**Aim of the task**
Only a number is expected in reply: the count of lines below where the word "align" occurs.
╭─ Provided records
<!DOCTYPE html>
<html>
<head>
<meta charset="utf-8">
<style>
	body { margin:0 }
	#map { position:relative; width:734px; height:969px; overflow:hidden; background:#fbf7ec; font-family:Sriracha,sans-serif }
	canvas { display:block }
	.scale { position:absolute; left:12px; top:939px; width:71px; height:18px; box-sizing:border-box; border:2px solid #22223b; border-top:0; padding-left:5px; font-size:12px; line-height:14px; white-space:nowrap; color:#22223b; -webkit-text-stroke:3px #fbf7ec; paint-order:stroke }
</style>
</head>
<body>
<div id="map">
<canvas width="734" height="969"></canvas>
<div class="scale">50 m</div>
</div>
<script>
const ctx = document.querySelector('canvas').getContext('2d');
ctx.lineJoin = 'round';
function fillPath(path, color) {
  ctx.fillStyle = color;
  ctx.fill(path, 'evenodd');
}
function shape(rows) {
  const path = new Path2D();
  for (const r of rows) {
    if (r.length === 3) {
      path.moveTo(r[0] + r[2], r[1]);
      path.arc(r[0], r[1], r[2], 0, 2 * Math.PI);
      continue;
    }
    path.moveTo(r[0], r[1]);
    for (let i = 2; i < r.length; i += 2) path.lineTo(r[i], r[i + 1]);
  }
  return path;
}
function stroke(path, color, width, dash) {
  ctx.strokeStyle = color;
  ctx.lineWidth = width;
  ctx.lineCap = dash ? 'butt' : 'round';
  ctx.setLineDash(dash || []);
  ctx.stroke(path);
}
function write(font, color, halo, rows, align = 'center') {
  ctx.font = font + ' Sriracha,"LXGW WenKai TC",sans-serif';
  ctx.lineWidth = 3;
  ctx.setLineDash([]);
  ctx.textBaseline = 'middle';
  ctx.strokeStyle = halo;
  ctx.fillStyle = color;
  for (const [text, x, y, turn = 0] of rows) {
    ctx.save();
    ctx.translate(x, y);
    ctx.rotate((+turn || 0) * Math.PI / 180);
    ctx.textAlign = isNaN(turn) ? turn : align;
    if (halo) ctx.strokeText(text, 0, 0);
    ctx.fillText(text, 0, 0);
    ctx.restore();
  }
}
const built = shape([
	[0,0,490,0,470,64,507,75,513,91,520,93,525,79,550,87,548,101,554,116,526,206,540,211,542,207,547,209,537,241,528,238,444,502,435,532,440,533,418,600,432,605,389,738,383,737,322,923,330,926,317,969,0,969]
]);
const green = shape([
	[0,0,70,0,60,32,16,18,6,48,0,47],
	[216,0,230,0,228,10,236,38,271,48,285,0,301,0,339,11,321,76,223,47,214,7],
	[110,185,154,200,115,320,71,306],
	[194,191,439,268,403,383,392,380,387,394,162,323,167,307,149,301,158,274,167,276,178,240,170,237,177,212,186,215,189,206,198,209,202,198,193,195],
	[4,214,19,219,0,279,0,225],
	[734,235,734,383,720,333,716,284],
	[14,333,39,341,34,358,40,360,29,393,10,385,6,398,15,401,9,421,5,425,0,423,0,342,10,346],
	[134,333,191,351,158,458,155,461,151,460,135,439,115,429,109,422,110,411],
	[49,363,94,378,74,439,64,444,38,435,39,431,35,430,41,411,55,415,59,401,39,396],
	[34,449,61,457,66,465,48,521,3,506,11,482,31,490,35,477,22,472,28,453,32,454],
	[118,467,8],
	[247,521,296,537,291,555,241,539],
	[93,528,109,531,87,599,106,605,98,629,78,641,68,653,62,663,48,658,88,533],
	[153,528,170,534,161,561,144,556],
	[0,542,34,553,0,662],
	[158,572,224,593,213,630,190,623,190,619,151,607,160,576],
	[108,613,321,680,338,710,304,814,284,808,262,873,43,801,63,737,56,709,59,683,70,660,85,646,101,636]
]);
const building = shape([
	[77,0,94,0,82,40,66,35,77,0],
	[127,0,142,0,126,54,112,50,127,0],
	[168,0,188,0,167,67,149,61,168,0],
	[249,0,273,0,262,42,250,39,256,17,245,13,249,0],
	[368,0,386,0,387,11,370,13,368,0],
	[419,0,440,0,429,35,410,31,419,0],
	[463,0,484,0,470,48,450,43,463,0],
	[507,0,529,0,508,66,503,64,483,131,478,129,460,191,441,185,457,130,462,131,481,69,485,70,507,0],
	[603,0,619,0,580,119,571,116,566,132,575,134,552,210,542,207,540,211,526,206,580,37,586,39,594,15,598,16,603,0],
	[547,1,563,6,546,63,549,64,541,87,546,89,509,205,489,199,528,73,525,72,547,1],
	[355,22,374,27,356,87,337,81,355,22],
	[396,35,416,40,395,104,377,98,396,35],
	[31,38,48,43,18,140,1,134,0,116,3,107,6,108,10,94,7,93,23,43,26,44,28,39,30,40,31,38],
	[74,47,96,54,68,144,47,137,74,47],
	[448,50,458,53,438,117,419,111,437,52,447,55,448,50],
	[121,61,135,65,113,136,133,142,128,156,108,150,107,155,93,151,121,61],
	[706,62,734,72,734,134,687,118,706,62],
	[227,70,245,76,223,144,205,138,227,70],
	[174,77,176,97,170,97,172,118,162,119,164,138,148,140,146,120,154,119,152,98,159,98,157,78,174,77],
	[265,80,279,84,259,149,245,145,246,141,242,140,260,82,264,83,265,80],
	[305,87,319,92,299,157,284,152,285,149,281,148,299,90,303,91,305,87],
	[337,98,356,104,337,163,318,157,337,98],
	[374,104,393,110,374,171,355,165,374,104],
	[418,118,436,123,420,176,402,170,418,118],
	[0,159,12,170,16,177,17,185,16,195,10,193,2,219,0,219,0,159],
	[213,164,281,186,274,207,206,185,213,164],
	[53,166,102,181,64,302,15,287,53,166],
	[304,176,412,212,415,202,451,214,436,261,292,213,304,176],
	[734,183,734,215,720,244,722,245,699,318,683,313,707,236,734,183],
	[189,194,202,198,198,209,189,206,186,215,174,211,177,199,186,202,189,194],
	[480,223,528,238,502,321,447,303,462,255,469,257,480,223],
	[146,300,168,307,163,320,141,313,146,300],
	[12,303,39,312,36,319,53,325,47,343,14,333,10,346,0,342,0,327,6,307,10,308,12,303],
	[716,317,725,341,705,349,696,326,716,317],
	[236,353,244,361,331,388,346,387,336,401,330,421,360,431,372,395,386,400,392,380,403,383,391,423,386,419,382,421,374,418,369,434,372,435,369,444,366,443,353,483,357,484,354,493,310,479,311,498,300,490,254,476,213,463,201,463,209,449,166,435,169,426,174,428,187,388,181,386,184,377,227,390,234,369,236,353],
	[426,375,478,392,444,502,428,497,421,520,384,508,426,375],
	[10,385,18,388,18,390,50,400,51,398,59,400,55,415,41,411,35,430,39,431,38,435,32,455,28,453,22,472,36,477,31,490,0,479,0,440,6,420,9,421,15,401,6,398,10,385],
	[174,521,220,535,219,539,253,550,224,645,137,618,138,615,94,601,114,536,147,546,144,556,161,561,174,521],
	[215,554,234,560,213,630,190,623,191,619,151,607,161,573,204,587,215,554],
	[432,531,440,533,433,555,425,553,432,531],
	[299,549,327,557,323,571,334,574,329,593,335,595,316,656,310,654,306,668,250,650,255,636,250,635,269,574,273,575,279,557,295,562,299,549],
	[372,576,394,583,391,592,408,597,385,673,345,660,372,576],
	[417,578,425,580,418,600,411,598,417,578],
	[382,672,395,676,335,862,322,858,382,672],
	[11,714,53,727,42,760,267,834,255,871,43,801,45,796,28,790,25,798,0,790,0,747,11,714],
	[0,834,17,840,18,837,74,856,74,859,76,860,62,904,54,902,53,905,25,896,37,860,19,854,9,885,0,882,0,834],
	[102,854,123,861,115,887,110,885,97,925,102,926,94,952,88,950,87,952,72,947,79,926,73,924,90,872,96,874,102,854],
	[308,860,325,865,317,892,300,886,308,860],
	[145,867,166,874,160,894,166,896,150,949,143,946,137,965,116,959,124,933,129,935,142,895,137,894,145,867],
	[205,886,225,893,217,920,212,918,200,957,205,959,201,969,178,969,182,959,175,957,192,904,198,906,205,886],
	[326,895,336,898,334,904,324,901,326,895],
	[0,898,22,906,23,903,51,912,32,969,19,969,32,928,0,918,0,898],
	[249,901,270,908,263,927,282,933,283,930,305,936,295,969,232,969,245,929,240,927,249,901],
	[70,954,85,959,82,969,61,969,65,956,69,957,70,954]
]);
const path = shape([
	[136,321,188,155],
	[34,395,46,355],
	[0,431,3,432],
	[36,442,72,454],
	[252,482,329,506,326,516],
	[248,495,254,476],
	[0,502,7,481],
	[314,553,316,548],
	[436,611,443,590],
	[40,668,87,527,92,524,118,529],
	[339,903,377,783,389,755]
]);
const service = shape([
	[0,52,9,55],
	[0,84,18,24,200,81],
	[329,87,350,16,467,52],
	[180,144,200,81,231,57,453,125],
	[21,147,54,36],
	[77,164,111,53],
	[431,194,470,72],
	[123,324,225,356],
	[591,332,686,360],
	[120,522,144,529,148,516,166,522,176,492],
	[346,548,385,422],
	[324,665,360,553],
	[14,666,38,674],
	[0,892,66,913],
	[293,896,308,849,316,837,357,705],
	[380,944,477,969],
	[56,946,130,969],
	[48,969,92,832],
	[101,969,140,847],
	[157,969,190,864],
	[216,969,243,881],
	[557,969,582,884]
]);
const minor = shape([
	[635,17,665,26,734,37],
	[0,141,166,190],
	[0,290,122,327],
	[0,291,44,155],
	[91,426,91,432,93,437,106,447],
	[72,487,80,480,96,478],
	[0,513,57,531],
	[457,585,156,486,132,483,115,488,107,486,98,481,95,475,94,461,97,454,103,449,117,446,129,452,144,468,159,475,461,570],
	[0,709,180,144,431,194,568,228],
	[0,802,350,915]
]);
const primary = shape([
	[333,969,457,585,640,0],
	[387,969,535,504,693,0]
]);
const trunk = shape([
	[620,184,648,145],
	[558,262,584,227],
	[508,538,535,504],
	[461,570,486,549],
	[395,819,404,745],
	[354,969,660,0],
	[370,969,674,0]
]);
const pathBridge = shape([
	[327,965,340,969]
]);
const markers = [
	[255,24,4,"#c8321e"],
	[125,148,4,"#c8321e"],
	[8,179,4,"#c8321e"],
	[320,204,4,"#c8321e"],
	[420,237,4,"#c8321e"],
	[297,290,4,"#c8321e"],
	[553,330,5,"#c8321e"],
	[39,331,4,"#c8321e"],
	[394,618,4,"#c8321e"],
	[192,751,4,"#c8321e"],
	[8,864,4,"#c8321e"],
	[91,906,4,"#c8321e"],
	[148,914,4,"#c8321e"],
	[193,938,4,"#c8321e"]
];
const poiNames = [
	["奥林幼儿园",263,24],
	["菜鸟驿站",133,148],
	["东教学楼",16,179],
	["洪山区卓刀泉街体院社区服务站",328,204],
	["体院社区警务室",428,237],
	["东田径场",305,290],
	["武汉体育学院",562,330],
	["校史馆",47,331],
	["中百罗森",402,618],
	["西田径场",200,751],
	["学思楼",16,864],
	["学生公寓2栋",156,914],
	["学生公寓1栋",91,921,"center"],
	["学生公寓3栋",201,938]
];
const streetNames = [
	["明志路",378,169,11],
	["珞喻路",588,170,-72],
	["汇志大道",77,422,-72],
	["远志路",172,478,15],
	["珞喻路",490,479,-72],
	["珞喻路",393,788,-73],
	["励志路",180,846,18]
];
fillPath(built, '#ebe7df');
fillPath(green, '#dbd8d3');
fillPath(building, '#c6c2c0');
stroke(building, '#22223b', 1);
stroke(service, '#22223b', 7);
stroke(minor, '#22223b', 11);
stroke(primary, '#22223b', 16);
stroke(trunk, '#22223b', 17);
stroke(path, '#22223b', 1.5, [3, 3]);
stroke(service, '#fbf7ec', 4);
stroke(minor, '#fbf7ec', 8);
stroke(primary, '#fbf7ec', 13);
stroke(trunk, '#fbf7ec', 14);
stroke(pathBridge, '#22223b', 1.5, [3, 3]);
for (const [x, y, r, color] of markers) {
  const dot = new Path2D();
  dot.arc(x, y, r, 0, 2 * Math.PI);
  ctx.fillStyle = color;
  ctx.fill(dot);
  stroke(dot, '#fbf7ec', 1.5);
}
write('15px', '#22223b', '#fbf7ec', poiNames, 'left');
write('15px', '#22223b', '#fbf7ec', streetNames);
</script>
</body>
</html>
╰─
**Answer box**
2